Links: 2010-03-29 – Using central bank reserves as a slush fund

The first link is interesting. And too bad it is in Spanish for those of you who don’t speak English. It is an important piece about what happens when a central bank is not independent. 

The opinion piece from Argentine daily “La Nacion” points out that that country’s President Cristina Fernandez de Kirchner has demanded the central bank use its foreign reserves as a kitty to pay public debt maturities (Spanish language article from Clarin here). The problem with this, as Michael Pettis has pointed out, is that the reserves represent borrowed money.

…the PBoC has a balance sheet consisting on one side of dollar assets (and here “dollar” is short-hand for all foreign assets).   Against this and on the other side it has a roughly equivalent amount of RMB liabilities (I say “roughly” because when you run a mismatched balance sheet, changes in the relative value of assets and liabilities will create losses or profits).

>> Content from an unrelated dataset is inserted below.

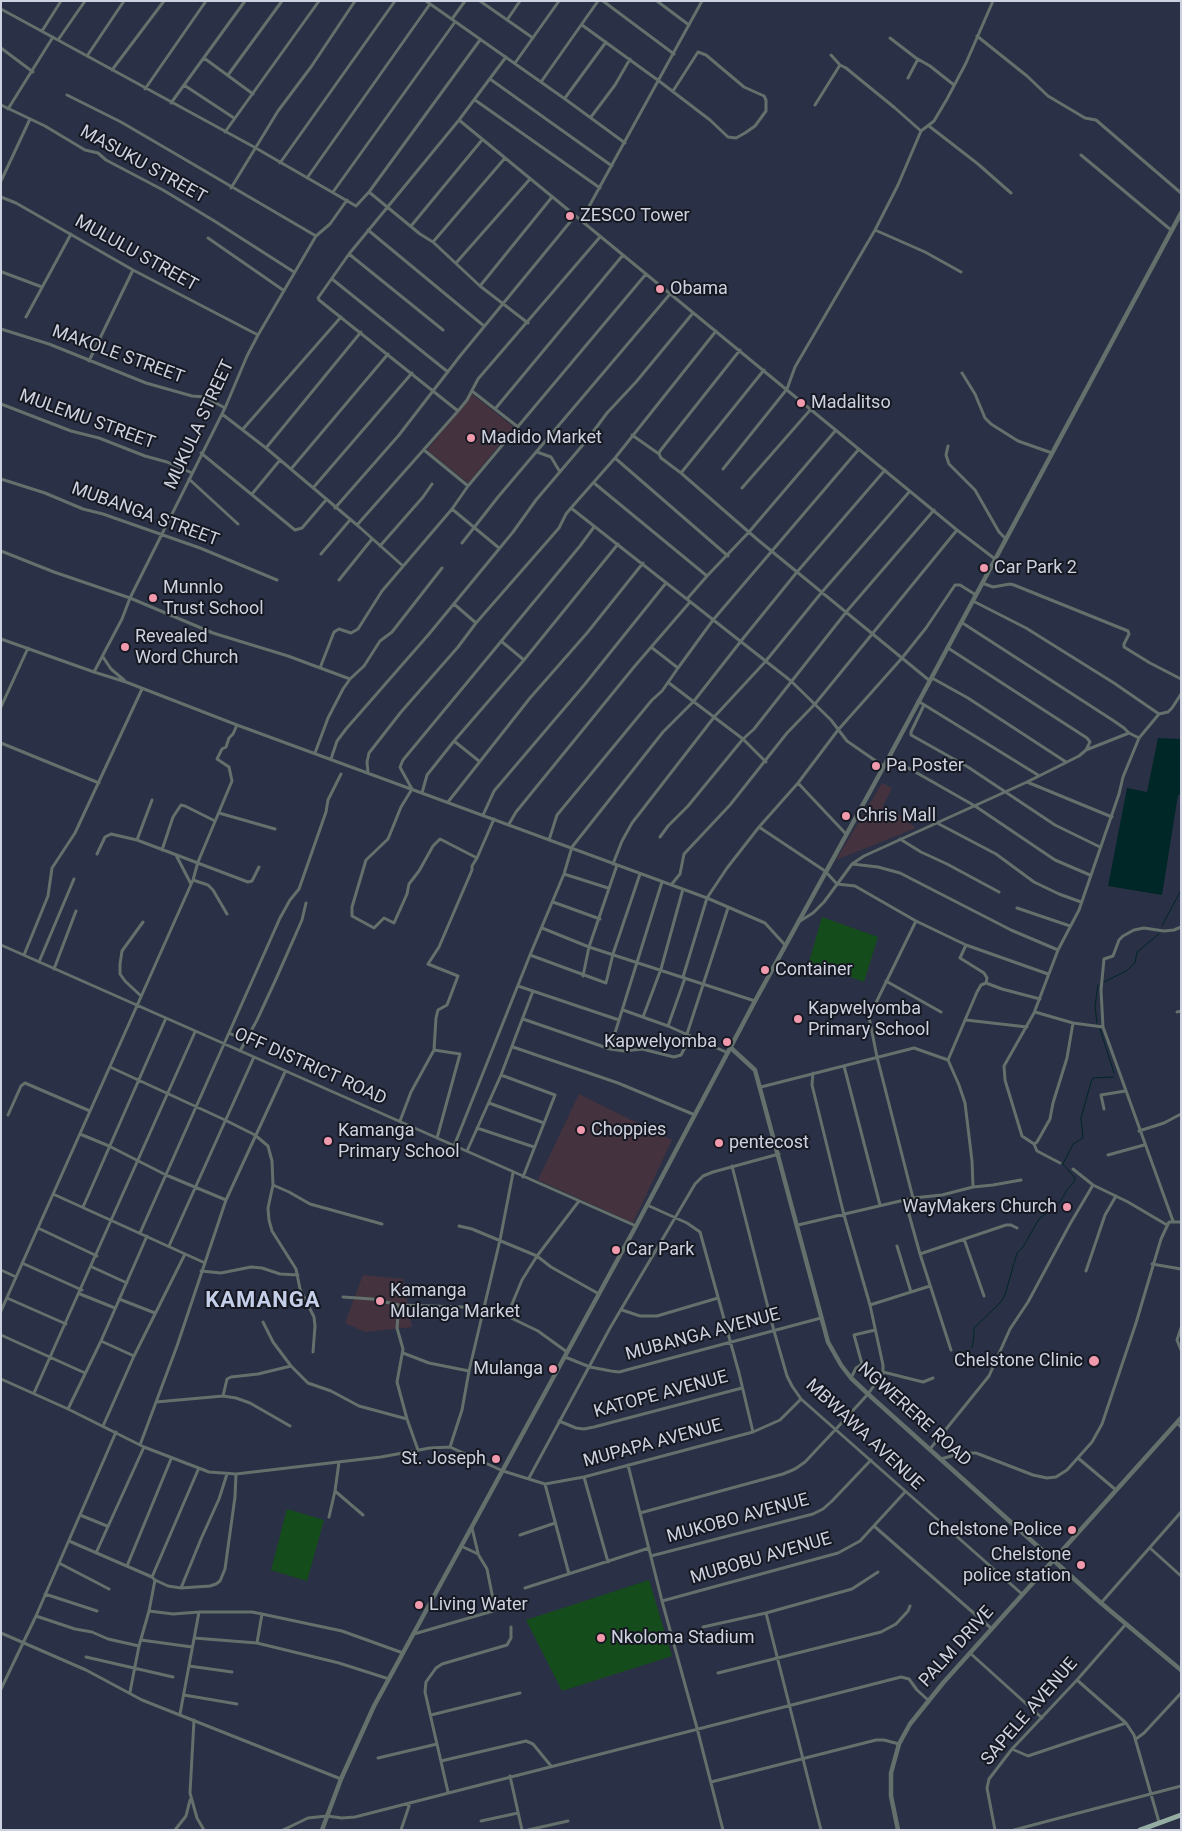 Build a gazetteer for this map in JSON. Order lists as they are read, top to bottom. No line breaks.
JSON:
{"streets":{"street":["MASUKU STREET","MULULU STREET","MAKOLE STREET","MULEMU STREET","MUKULA STREET","MUBANGA STREET","OFF DISTRICT ROAD","MUBANGA AVENUE","KATOPE AVENUE","NGWERERE ROAD","MBWAWA AVENUE","MUPAPA AVENUE","MUKOBO AVENUE","MUBOBU AVENUE","PALM DRIVE","SAPELE AVENUE"]},"crossings":[["MASUKU STREET","MUKULA STREET"],["MULULU STREET","MUKULA STREET"],["MAKOLE STREET","MUKULA STREET"],["MULEMU STREET","MUKULA STREET"],["MUKULA STREET","MUBANGA STREET"],["MUBANGA AVENUE","NGWERERE ROAD"],["MUBANGA AVENUE","MBWAWA AVENUE"],["NGWERERE ROAD","PALM DRIVE"],["NGWERERE ROAD","SAPELE AVENUE"],["MBWAWA AVENUE","MUPAPA AVENUE"],["MBWAWA AVENUE","MUKOBO AVENUE"],["MBWAWA AVENUE","MUBOBU AVENUE"],["MBWAWA AVENUE","PALM DRIVE"]],"districts":["KAMANGA"],"places":["ZESCO Tower","Obama","Madalitso","Madido Market","Car Park 2","Munnlo Trust School","Revealed Word Church","Pa Poster","Chris Mall","Container","Kapwelyomba Primary School","Kapwelyomba","Choppies","Kamanga Primary School","pentecost","WayMakers Church","Car Park","Kamanga Mulanga Market","Chelstone Clinic","Mulanga","St. Joseph","Chelstone Police","Chelstone police station","Living Water","Nkoloma Stadium"]}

Here is where things get interesting.  China’s reserves are often thought of as if they were a treasure trove available for spending.  They are not.  They are simply the asset side of the mismatched balance sheet.  If the PBoC wanted to “spend” $100, say for example to recapitalize a bank, it could do so, but this would automatically create a $100 dollar hole in its balance sheet. – it would still owe the RMB that it borrowed originally to purchase the $100.  To put it another way, the reserves are not a savings account, free for the PBoC to spend as it likes.  Reserves are effectively borrowed money.

In January, Martin Redrado, the head of the Argentine central bank quit over this issue. What Cristina Fernandez de Kirchner is doing is inflationary. It is monetizing Argentina’s foreign debt by using foreign currency reserves (an asset) to buy up maturing debt by having the central bank print money (a liability) to balance the balance sheet. Her policy debases the Argentine currency and is the road to ruin.

An analyst said of the situation:

“Despite being independent on paper, in Argentina the central bank lost its independence over the past decade,” Segura said in a Jan. 22 telephone interview. “Redrado is responsible for that because he never stood up to the Kirchners until it was very late.”

Remember this as we watch the Federal Reserve’s own actions.